The magistrate ordered the factory to close within two weeks. However, DPL appealed to the Avissawella High Courts, where Judge Devika Abeyratne on November 11 reversed the order. She said the magistrate had been “misled” and the court had now considered “documents produced by the state authorities,” such as the Environmental Authority. Accordingly, the factory produced no pollution.

Weerasinghe told the World Socialist Web Site that he is willing to challenge DPL’s charges with the support of local people. “I didn’t defame the factory,” he said. “I didn’t obstruct its business affairs. What I did was describe the unsafe situation faced by the people in the area.”

Weerasinghe said he believed in the government of President Maithripla Sirisena and Prime Minister Ranil Wickemesinghe but it was not solving the problems of the people.

For years, Thunnana villagers organised protests, complaining to the authorities about suspected Hanwella Rubber Products pollution. When hundreds of people demonstrated in March 2014, the police unleashed a brutal attack, injuring scores and arresting 60 people.

This was part of a record of government suppression of mass opposition to industrial pollution. In August 2013, the previous government of President Mahinda Rajapakse mobilised the army to suppress a protest against DPL’s Venigross factory at Rathupaswala, near Colombo. Protesters alleged that the factory’s waste water contaminated groundwater in the area and demanded the plant’s removal. Three youth were killed and more than 40 were injured in the army’s attack.
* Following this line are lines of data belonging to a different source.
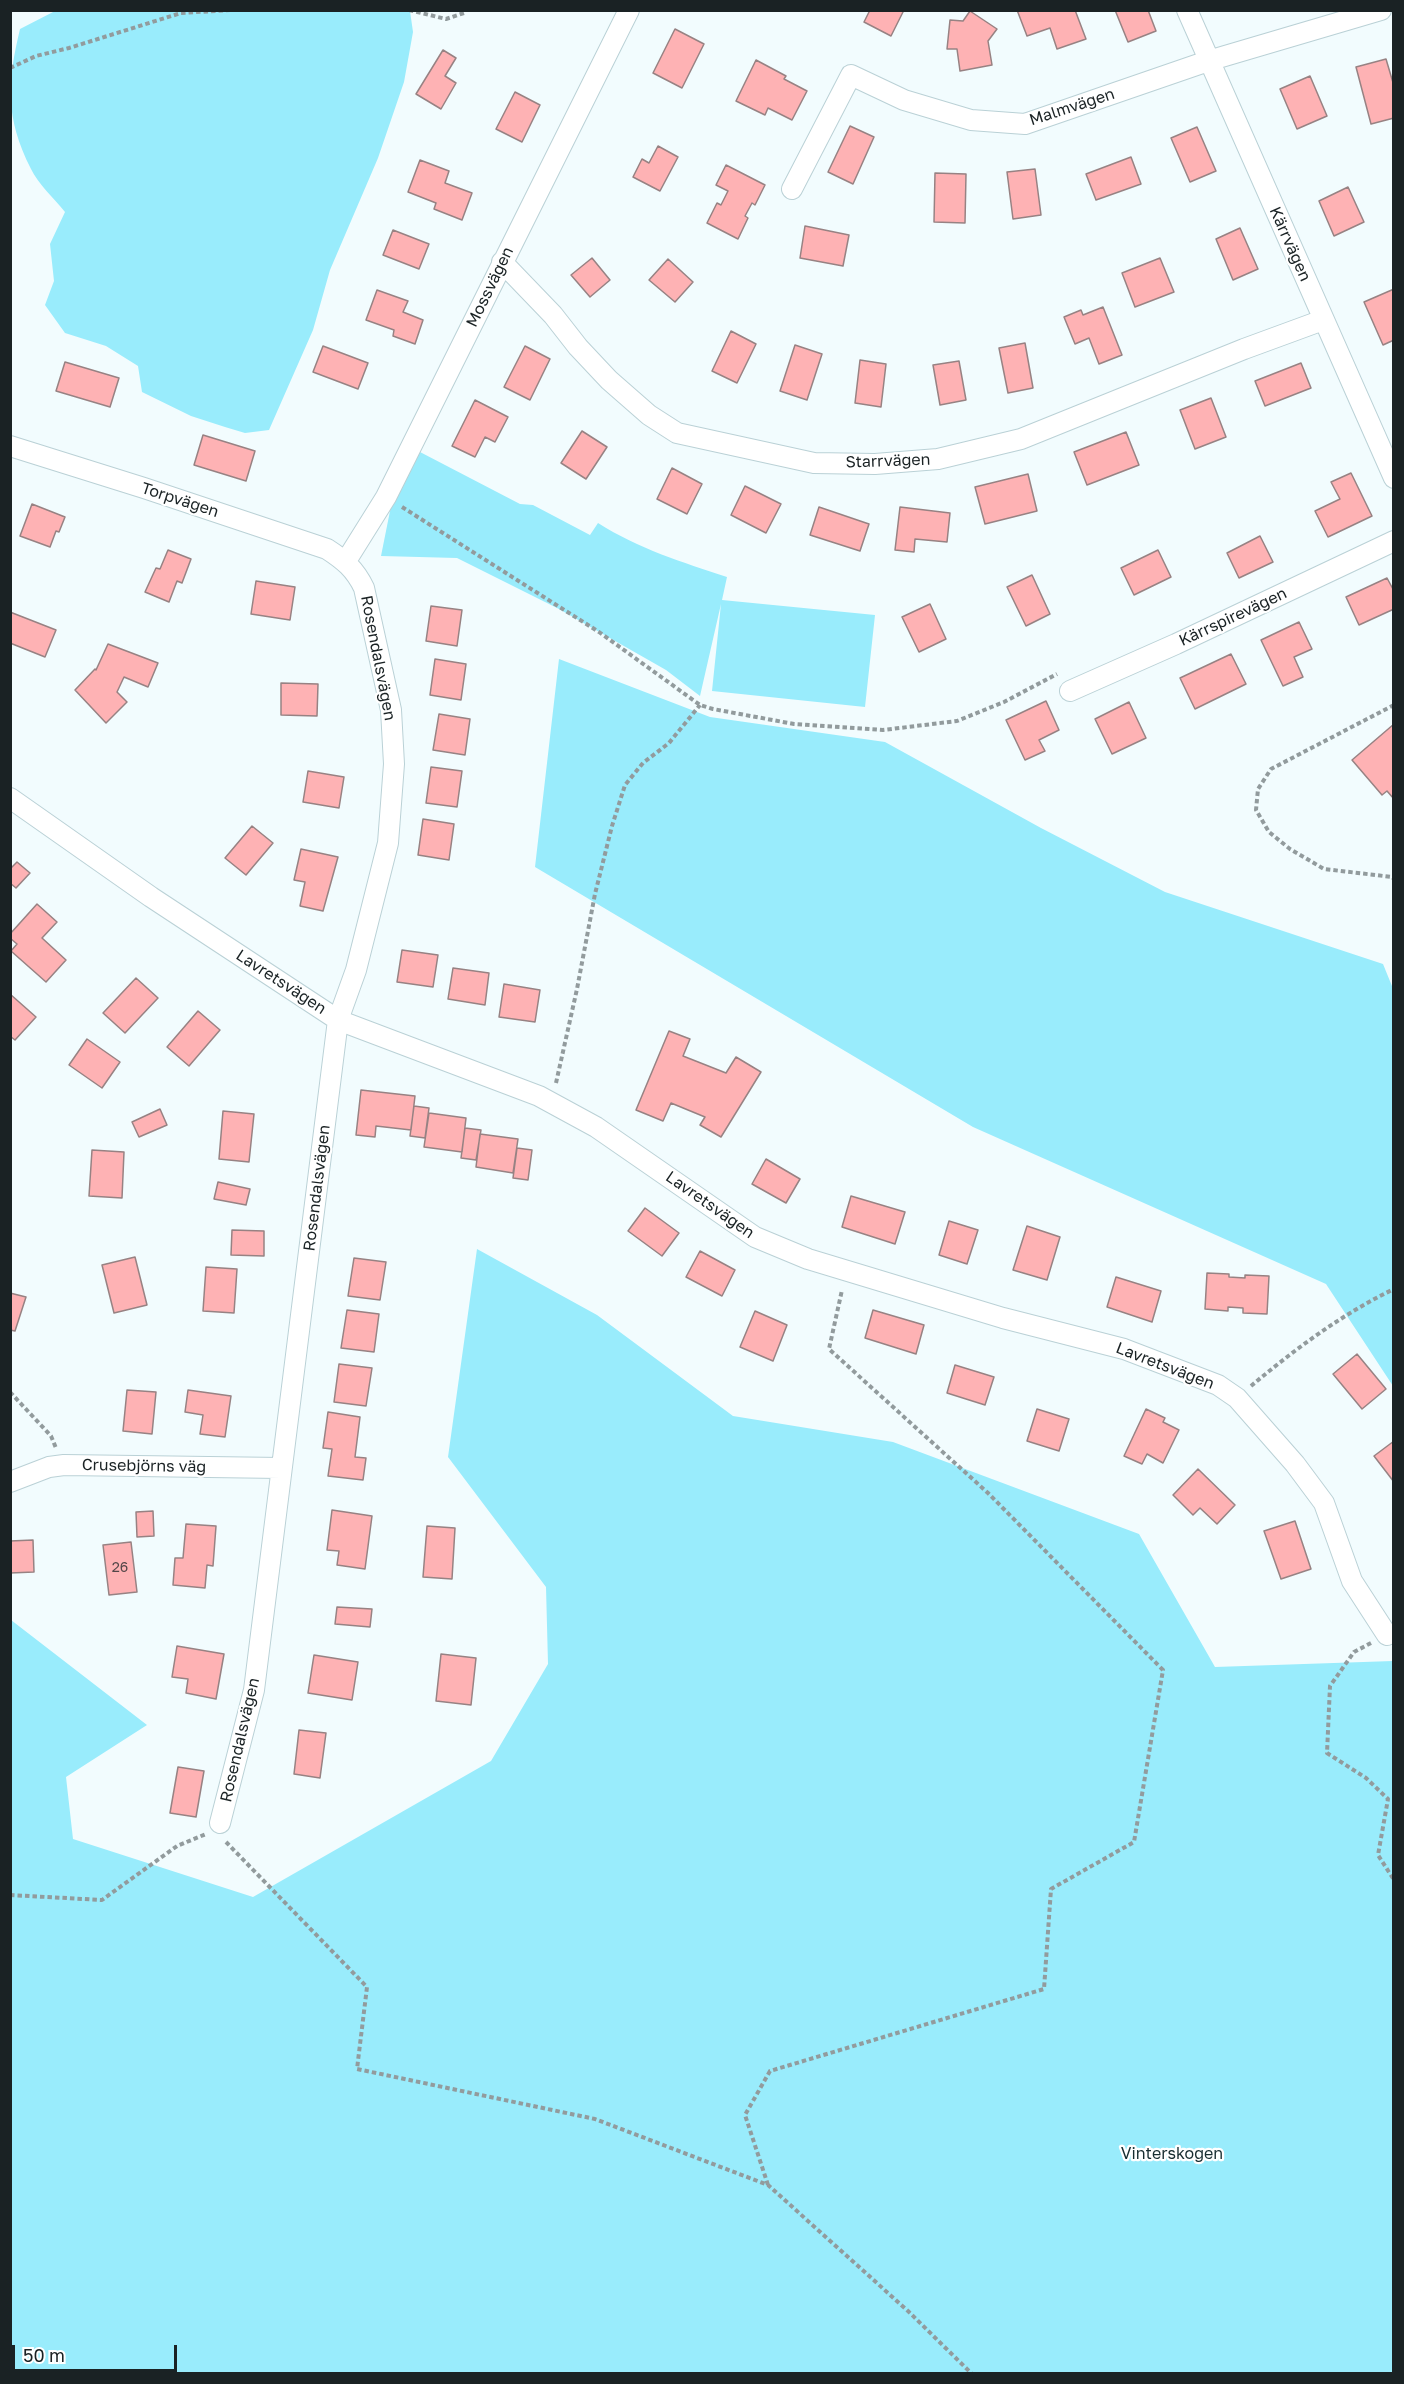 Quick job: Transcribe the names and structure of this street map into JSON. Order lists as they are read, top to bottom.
{
  "streets": {
    "street": [
      "Malmvägen",
      "Kärrvägen",
      "Mossvägen",
      "Starrvägen",
      "Torpvägen",
      "Kärrspirevägen",
      "Rosendalsvägen",
      "Lavretsvägen",
      "Crusebjörns väg"
    ]
  },
  "crossings": [
    ["Malmvägen", "Kärrvägen"],
    ["Kärrvägen", "Starrvägen"],
    ["Mossvägen", "Starrvägen"],
    ["Mossvägen", "Torpvägen"],
    ["Mossvägen", "Rosendalsvägen"],
    ["Torpvägen", "Rosendalsvägen"],
    ["Rosendalsvägen", "Lavretsvägen"],
    ["Rosendalsvägen", "Crusebjörns väg"]
  ],
  "parks": ["Vinterskogen"],
  "house_numbers": ["26"],
  "scale_bar": "50 m"
} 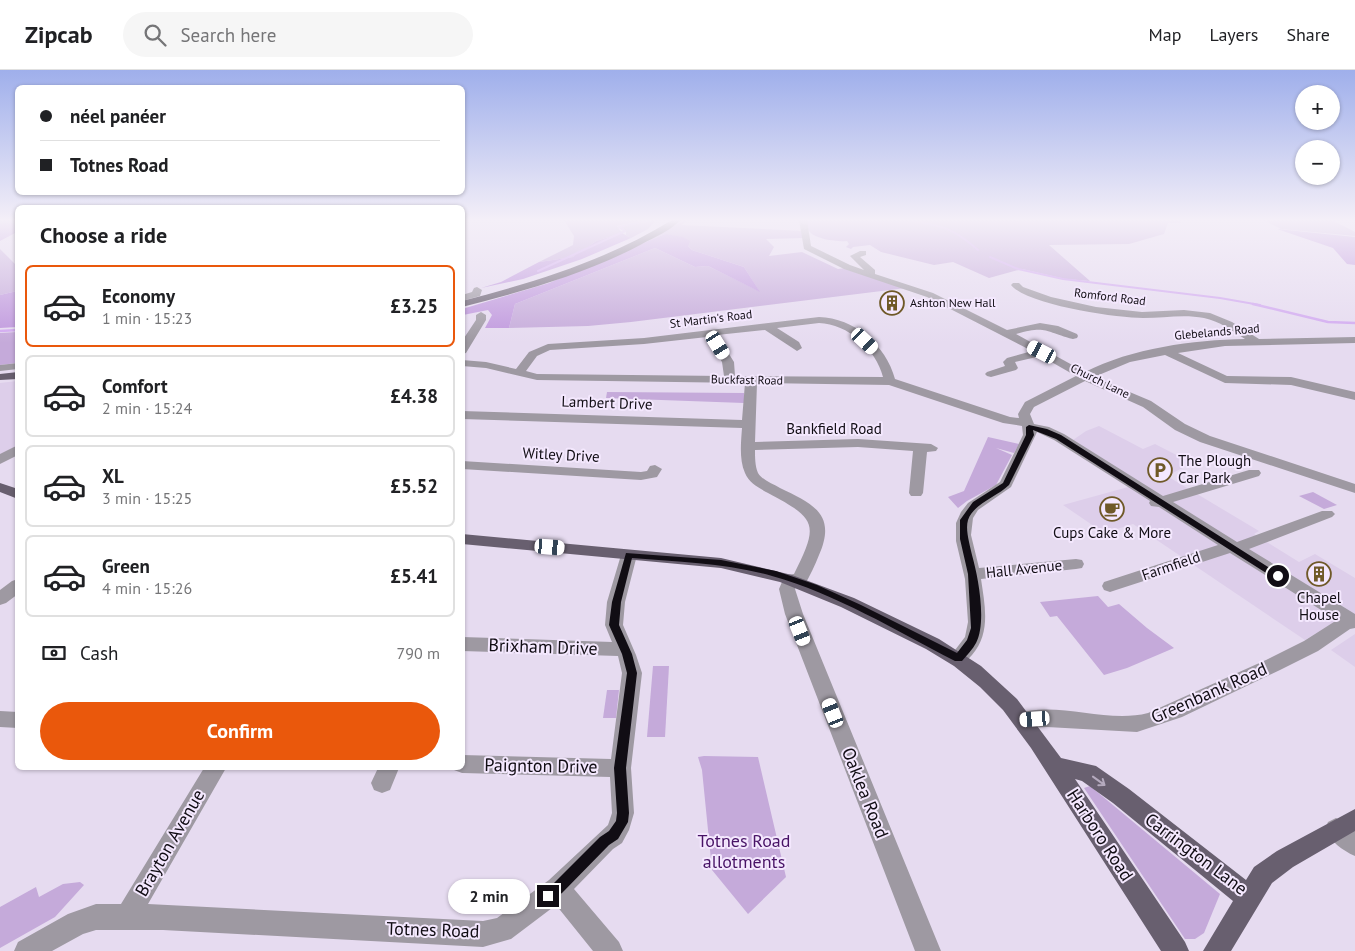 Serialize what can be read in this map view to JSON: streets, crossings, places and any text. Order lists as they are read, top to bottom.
{
  "streets": {
    "main road": ["Harboro Road", "Carrington Lane"],
    "street": [
      "Romford Road",
      "St Martin's Road",
      "Glebelands Road",
      "Buckfast Road",
      "Church Lane",
      "Lambert Drive",
      "Bankfield Road",
      "Witley Drive",
      "Farmfield",
      "Hall Avenue",
      "Brixham Drive",
      "Greenbank Road",
      "Paignton Drive",
      "Oaklea Road",
      "Brayton Avenue",
      "Totnes Road"
    ]
  },
  "crossings": [
    ["Romford Road", "Glebelands Road"],
    ["St Martin's Road", "Buckfast Road"],
    ["Glebelands Road", "Buckfast Road"],
    ["Glebelands Road", "Church Lane"],
    ["Glebelands Road", "Hall Avenue"],
    ["Buckfast Road", "Farmfield"],
    ["Buckfast Road", "Greenbank Road"],
    ["Brixham Drive", "Totnes Road"],
    ["Greenbank Road", "Harboro Road"],
    ["Paignton Drive", "Totnes Road"],
    ["Harboro Road", "Carrington Lane"],
    ["Brayton Avenue", "Totnes Road"]
  ],
  "one_way": ["Carrington Lane"],
  "parks": ["Totnes Road allotments"],
  "places": {
    "building": ["Ashton New Hall", "Chapel House"],
    "parking": ["The Plough Car Park"],
    "cafe": ["Cups Cake & More"]
  },
  "page": {
    "header": "Zipcab",
    "search": "Search here",
    "nav": ["Map", "Layers", "Share"],
    "map_buttons": ["+", "−"],
    "banner": ["néel panéer", "Totnes Road"],
    "heading": "Choose a ride",
    "list": [
      {
        "name": "Economy",
        "note": "1 min · 15:23",
        "value": "£3.25"
      },
      {
        "name": "Comfort",
        "note": "2 min · 15:24",
        "value": "£4.38"
      },
      {
        "name": "XL",
        "note": "3 min · 15:25",
        "value": "£5.52"
      },
      {
        "name": "Green",
        "note": "4 min · 15:26",
        "value": "£5.41"
      }
    ],
    "pay": ["Cash", "790 m"],
    "buttons": "Confirm",
    "bubble": "2 min"
  }
} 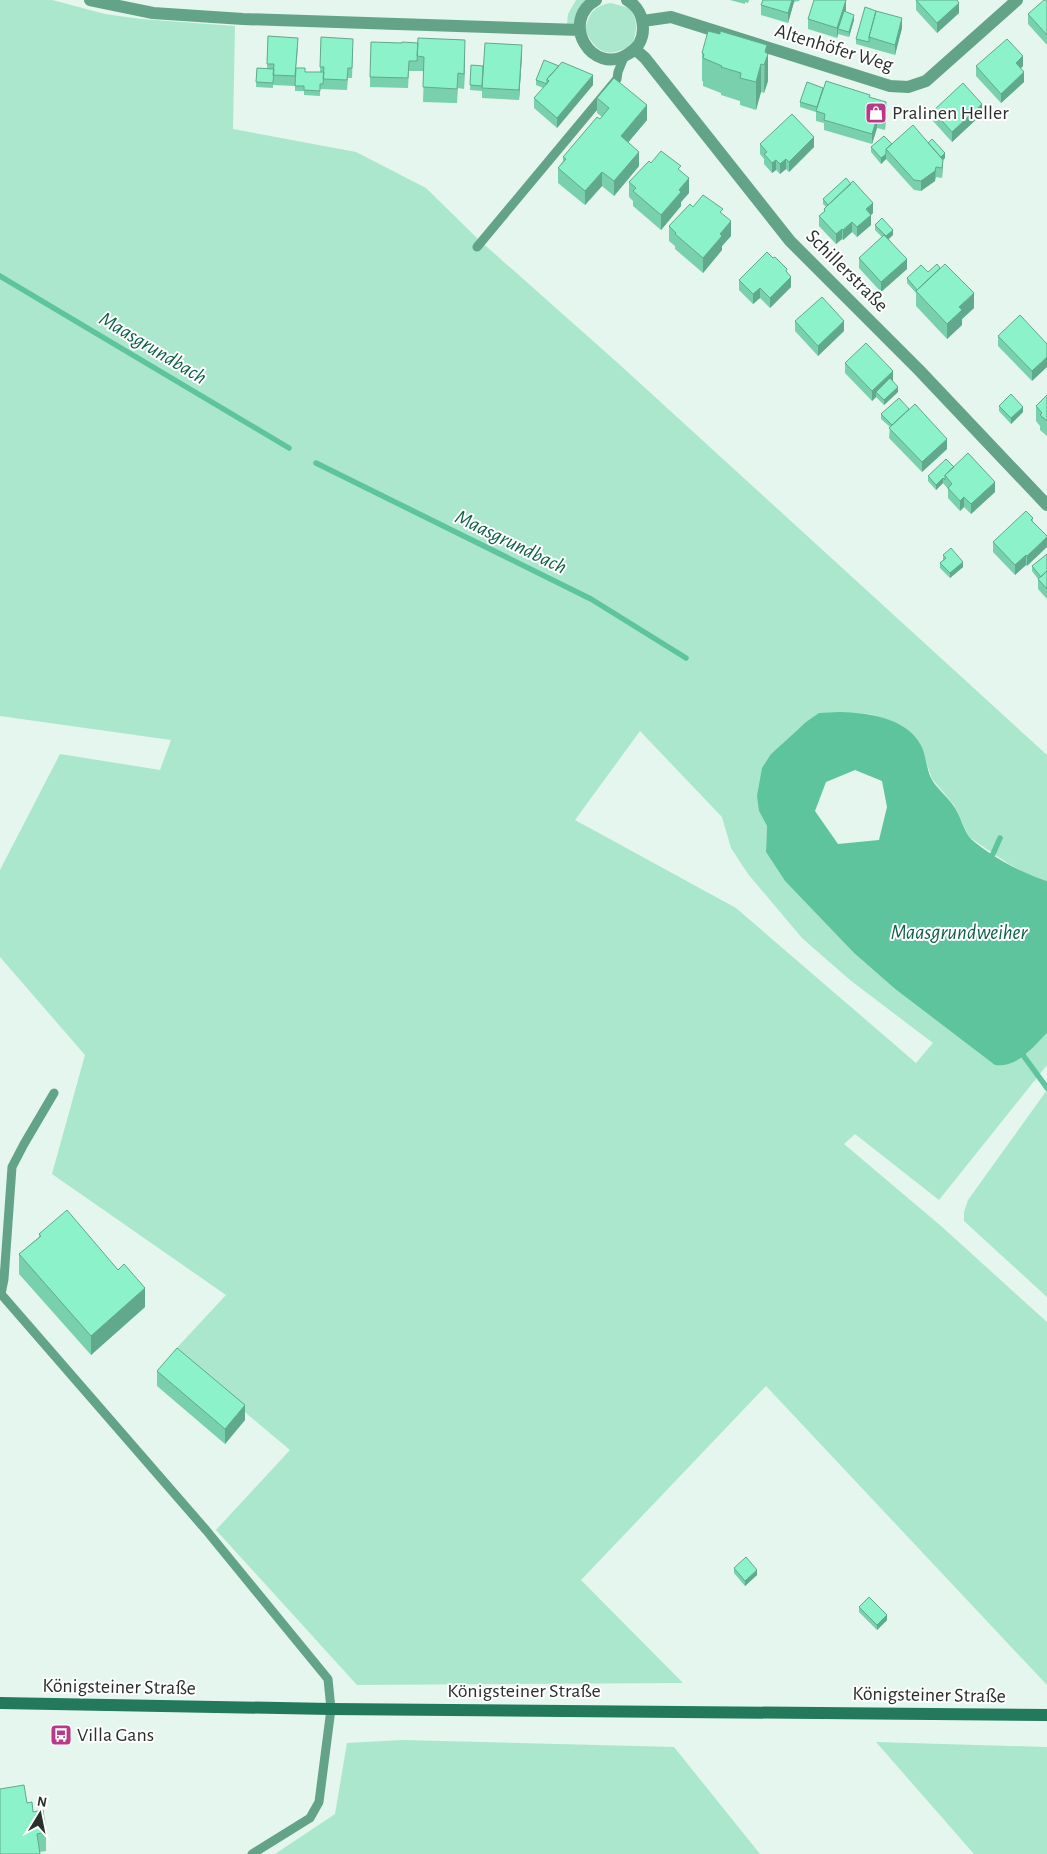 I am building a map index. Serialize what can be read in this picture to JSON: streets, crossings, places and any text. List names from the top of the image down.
{
  "streets": {
    "main road": ["Königsteiner Straße"],
    "street": ["Altenhöfer Weg", "Schillerstraße"]
  },
  "water": ["Maasgrundbach", "Maasgrundweiher"],
  "places": {
    "shop": ["Pralinen Heller"],
    "bus stop": ["Villa Gans"]
  },
  "north": "top"
}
DPL later reluctantly shifted the Venigross factory to the Biyagama Industrial Zone. Many permanent and contract employees were sacked and new workers recruited on lower wages and worse conditions.

While the people of Weliweriya and Thunnana still experience environmental problems and suffer the loss of loved ones and injuries caused by the army and police attacks, DPL recorded its highest profit last year.

Sirisena’s government, like Rajapakse’s, has not conducted a proper investigation into pollution in Rathupaswala or Thunnana. Those responsible for the army violence in Rathupaswala and police attack at Thunnana have been let off the hook.

DPL’s court case has broader implications. Big companies, driving for cheap labour and high profits, want to silence the opposition from workers and the poor to industrial pollution, which is rampant in Sri Lanka.

In August, it was revealed that leaked oil from the Coca Cola factory near Colombo, located close to the Kelani River, contaminated the river and affected drinking water purifying plants. The Water Board had to stop the water supply in parts of Colombo and the suburbs for two days. Later, the company was able to avoid legal liability by paying damages to the Water Board.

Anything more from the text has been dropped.